Dataset items
========================================================================

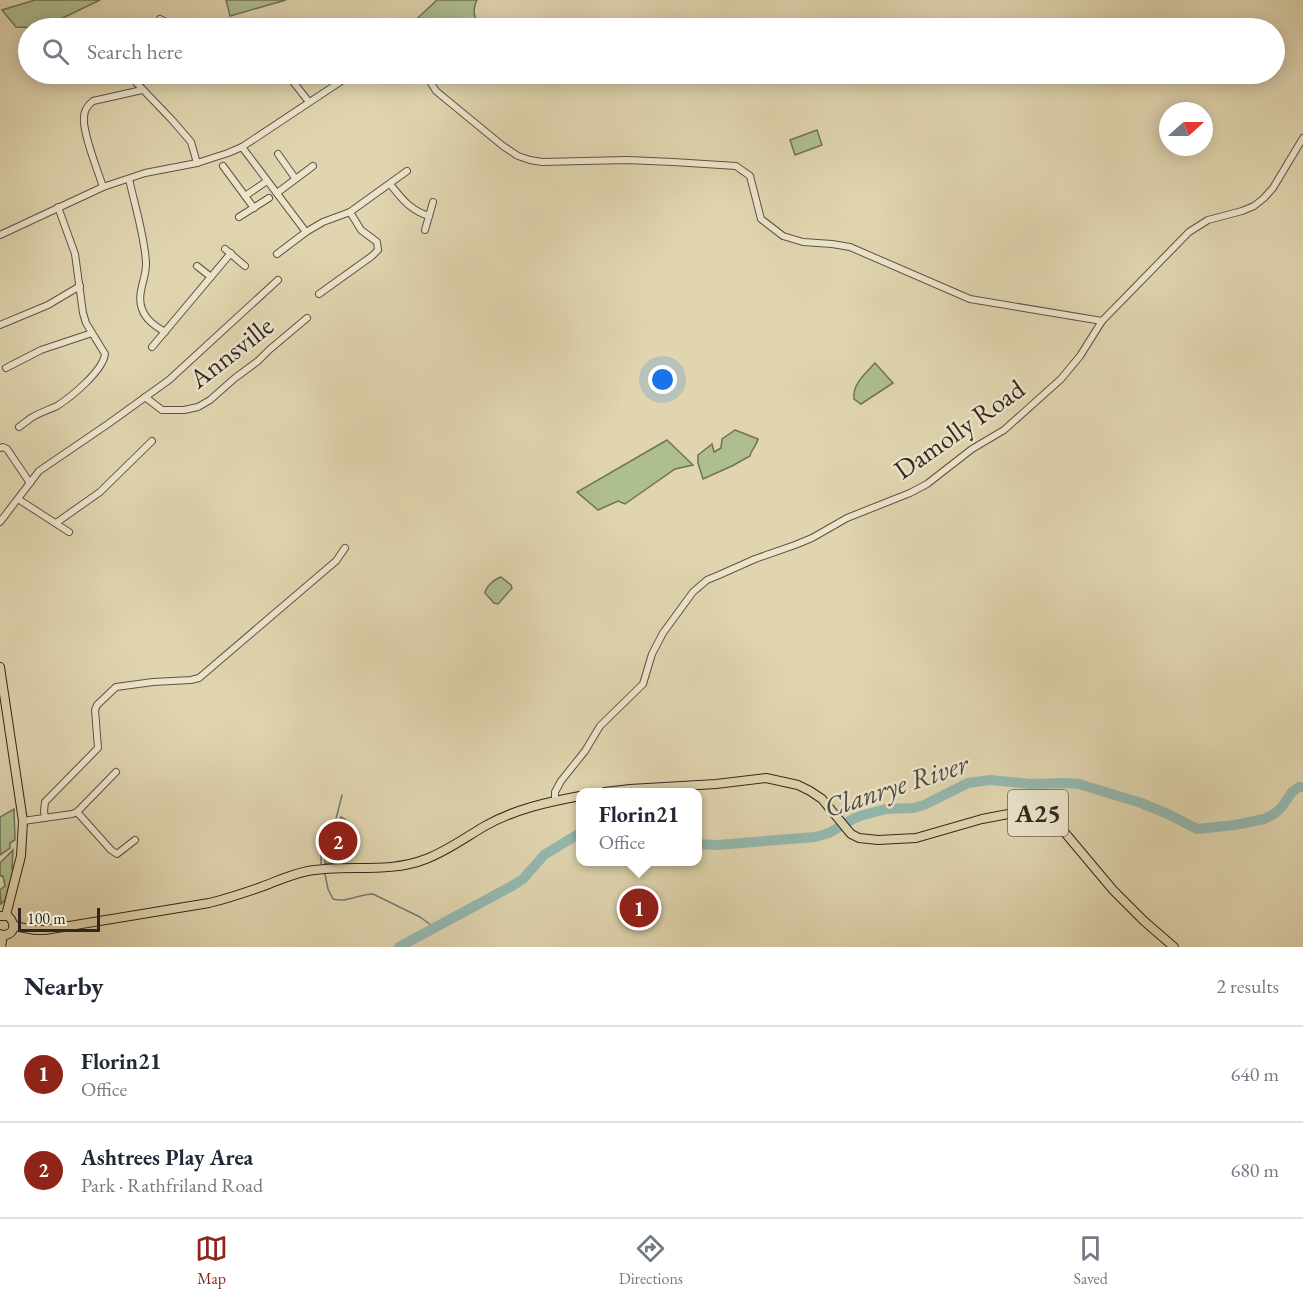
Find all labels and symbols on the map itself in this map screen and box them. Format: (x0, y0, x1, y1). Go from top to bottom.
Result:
north arrow (1159, 102, 1213, 156)
street label: Annsville (181, 308, 280, 397)
your location (648, 365, 677, 394)
street label: Damolly Road (887, 371, 1031, 487)
water label: Clanrye River (819, 744, 974, 825)
road number: A25 (1008, 790, 1068, 836)
pin: 2 (318, 818, 358, 864)
pin: 1 (620, 886, 658, 930)
scale bar (18, 905, 100, 932)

========================================================================

# Work item:
Print each of the records above exactly as written, leaving no picture in the copy.

# Task response:
Find all labels and symbols on the map itself in this map screen and box them. Format: (x0, y0, x1, y1). Go from top to bottom.
Result:
north arrow (1159, 102, 1213, 156)
street label: Annsville (181, 308, 280, 397)
your location (648, 365, 677, 394)
street label: Damolly Road (887, 371, 1031, 487)
water label: Clanrye River (819, 744, 974, 825)
road number: A25 (1008, 790, 1068, 836)
pin: 2 (318, 818, 358, 864)
pin: 1 (620, 886, 658, 930)
scale bar (18, 905, 100, 932)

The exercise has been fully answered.